START Entries shown
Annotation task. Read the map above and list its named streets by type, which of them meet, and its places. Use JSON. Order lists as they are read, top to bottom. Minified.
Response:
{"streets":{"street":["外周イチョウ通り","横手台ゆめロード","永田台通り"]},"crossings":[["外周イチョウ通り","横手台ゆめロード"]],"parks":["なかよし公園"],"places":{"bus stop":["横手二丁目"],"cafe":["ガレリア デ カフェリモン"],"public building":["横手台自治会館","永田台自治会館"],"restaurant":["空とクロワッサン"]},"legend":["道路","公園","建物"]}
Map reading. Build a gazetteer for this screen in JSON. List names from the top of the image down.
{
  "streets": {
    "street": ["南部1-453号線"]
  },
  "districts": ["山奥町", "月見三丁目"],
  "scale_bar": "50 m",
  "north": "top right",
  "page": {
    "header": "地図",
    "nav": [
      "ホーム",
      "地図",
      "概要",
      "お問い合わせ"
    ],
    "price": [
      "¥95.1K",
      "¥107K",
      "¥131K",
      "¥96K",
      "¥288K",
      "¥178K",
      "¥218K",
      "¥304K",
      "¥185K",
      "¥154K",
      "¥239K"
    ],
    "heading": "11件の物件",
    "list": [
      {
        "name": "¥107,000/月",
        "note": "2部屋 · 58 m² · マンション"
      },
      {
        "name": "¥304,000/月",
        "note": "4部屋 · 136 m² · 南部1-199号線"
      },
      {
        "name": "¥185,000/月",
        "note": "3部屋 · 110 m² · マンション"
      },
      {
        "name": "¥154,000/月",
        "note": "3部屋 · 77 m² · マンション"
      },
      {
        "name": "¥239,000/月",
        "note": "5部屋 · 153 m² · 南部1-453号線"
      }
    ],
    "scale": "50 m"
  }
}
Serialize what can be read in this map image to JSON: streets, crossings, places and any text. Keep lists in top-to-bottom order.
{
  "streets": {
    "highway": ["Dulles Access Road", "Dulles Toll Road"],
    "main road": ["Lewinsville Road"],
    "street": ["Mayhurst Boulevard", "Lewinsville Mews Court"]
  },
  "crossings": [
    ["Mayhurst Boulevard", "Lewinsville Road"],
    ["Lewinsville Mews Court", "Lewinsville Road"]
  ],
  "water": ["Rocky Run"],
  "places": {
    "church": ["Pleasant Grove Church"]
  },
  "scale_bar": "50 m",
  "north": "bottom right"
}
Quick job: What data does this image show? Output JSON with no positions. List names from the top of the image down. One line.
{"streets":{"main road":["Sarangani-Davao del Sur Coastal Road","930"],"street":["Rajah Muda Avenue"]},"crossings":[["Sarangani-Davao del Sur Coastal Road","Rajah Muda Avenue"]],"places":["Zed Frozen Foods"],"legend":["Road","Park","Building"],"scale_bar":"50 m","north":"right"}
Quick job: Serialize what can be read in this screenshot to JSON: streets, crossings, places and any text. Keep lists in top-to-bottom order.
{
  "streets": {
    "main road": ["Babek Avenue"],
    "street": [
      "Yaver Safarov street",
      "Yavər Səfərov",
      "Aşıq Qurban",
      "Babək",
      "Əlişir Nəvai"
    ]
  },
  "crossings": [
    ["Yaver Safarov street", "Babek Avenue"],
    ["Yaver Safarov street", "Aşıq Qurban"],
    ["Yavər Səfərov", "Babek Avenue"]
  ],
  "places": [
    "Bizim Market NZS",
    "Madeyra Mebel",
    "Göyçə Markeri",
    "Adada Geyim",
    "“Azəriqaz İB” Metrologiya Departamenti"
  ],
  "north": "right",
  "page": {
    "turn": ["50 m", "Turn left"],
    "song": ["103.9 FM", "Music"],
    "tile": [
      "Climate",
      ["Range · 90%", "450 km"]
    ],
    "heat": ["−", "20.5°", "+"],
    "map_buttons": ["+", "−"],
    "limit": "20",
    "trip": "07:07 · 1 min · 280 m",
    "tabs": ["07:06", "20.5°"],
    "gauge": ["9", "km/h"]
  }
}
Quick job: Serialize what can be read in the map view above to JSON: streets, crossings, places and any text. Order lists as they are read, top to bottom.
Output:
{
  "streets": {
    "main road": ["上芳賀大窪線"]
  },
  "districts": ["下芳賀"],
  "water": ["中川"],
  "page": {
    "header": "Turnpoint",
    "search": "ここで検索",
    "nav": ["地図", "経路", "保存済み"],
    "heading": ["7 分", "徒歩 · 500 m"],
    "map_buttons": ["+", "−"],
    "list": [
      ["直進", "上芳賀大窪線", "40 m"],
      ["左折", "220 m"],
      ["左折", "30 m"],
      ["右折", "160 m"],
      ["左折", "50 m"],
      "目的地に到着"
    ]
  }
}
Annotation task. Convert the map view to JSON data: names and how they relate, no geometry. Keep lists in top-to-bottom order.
END Entries shown
**Goal of the exercise**.
Copy out every record above once more, precisely as written.

**Result**.
Annotation task. Read the map above and list its named streets by type, which of them meet, and its places. Use JSON. Order lists as they are read, top to bottom. Minified.
Response:
{"streets":{"street":["外周イチョウ通り","横手台ゆめロード","永田台通り"]},"crossings":[["外周イチョウ通り","横手台ゆめロード"]],"parks":["なかよし公園"],"places":{"bus stop":["横手二丁目"],"cafe":["ガレリア デ カフェリモン"],"public building":["横手台自治会館","永田台自治会館"],"restaurant":["空とクロワッサン"]},"legend":["道路","公園","建物"]}
Map reading. Build a gazetteer for this screen in JSON. List names from the top of the image down.
{
  "streets": {
    "street": ["南部1-453号線"]
  },
  "districts": ["山奥町", "月見三丁目"],
  "scale_bar": "50 m",
  "north": "top right",
  "page": {
    "header": "地図",
    "nav": [
      "ホーム",
      "地図",
      "概要",
      "お問い合わせ"
    ],
    "price": [
      "¥95.1K",
      "¥107K",
      "¥131K",
      "¥96K",
      "¥288K",
      "¥178K",
      "¥218K",
      "¥304K",
      "¥185K",
      "¥154K",
      "¥239K"
    ],
    "heading": "11件の物件",
    "list": [
      {
        "name": "¥107,000/月",
        "note": "2部屋 · 58 m² · マンション"
      },
      {
        "name": "¥304,000/月",
        "note": "4部屋 · 136 m² · 南部1-199号線"
      },
      {
        "name": "¥185,000/月",
        "note": "3部屋 · 110 m² · マンション"
      },
      {
        "name": "¥154,000/月",
        "note": "3部屋 · 77 m² · マンション"
      },
      {
        "name": "¥239,000/月",
        "note": "5部屋 · 153 m² · 南部1-453号線"
      }
    ],
    "scale": "50 m"
  }
}
Serialize what can be read in this map image to JSON: streets, crossings, places and any text. Keep lists in top-to-bottom order.
{
  "streets": {
    "highway": ["Dulles Access Road", "Dulles Toll Road"],
    "main road": ["Lewinsville Road"],
    "street": ["Mayhurst Boulevard", "Lewinsville Mews Court"]
  },
  "crossings": [
    ["Mayhurst Boulevard", "Lewinsville Road"],
    ["Lewinsville Mews Court", "Lewinsville Road"]
  ],
  "water": ["Rocky Run"],
  "places": {
    "church": ["Pleasant Grove Church"]
  },
  "scale_bar": "50 m",
  "north": "bottom right"
}
Quick job: What data does this image show? Output JSON with no positions. List names from the top of the image down. One line.
{"streets":{"main road":["Sarangani-Davao del Sur Coastal Road","930"],"street":["Rajah Muda Avenue"]},"crossings":[["Sarangani-Davao del Sur Coastal Road","Rajah Muda Avenue"]],"places":["Zed Frozen Foods"],"legend":["Road","Park","Building"],"scale_bar":"50 m","north":"right"}
Quick job: Serialize what can be read in this screenshot to JSON: streets, crossings, places and any text. Keep lists in top-to-bottom order.
{
  "streets": {
    "main road": ["Babek Avenue"],
    "street": [
      "Yaver Safarov street",
      "Yavər Səfərov",
      "Aşıq Qurban",
      "Babək",
      "Əlişir Nəvai"
    ]
  },
  "crossings": [
    ["Yaver Safarov street", "Babek Avenue"],
    ["Yaver Safarov street", "Aşıq Qurban"],
    ["Yavər Səfərov", "Babek Avenue"]
  ],
  "places": [
    "Bizim Market NZS",
    "Madeyra Mebel",
    "Göyçə Markeri",
    "Adada Geyim",
    "“Azəriqaz İB” Metrologiya Departamenti"
  ],
  "north": "right",
  "page": {
    "turn": ["50 m", "Turn left"],
    "song": ["103.9 FM", "Music"],
    "tile": [
      "Climate",
      ["Range · 90%", "450 km"]
    ],
    "heat": ["−", "20.5°", "+"],
    "map_buttons": ["+", "−"],
    "limit": "20",
    "trip": "07:07 · 1 min · 280 m",
    "tabs": ["07:06", "20.5°"],
    "gauge": ["9", "km/h"]
  }
}
Quick job: Serialize what can be read in the map view above to JSON: streets, crossings, places and any text. Order lists as they are read, top to bottom.
Output:
{
  "streets": {
    "main road": ["上芳賀大窪線"]
  },
  "districts": ["下芳賀"],
  "water": ["中川"],
  "page": {
    "header": "Turnpoint",
    "search": "ここで検索",
    "nav": ["地図", "経路", "保存済み"],
    "heading": ["7 分", "徒歩 · 500 m"],
    "map_buttons": ["+", "−"],
    "list": [
      ["直進", "上芳賀大窪線", "40 m"],
      ["左折", "220 m"],
      ["左折", "30 m"],
      ["右折", "160 m"],
      ["左折", "50 m"],
      "目的地に到着"
    ]
  }
}
Annotation task. Convert the map view to JSON data: names and how they relate, no geometry. Keep lists in top-to-bottom order.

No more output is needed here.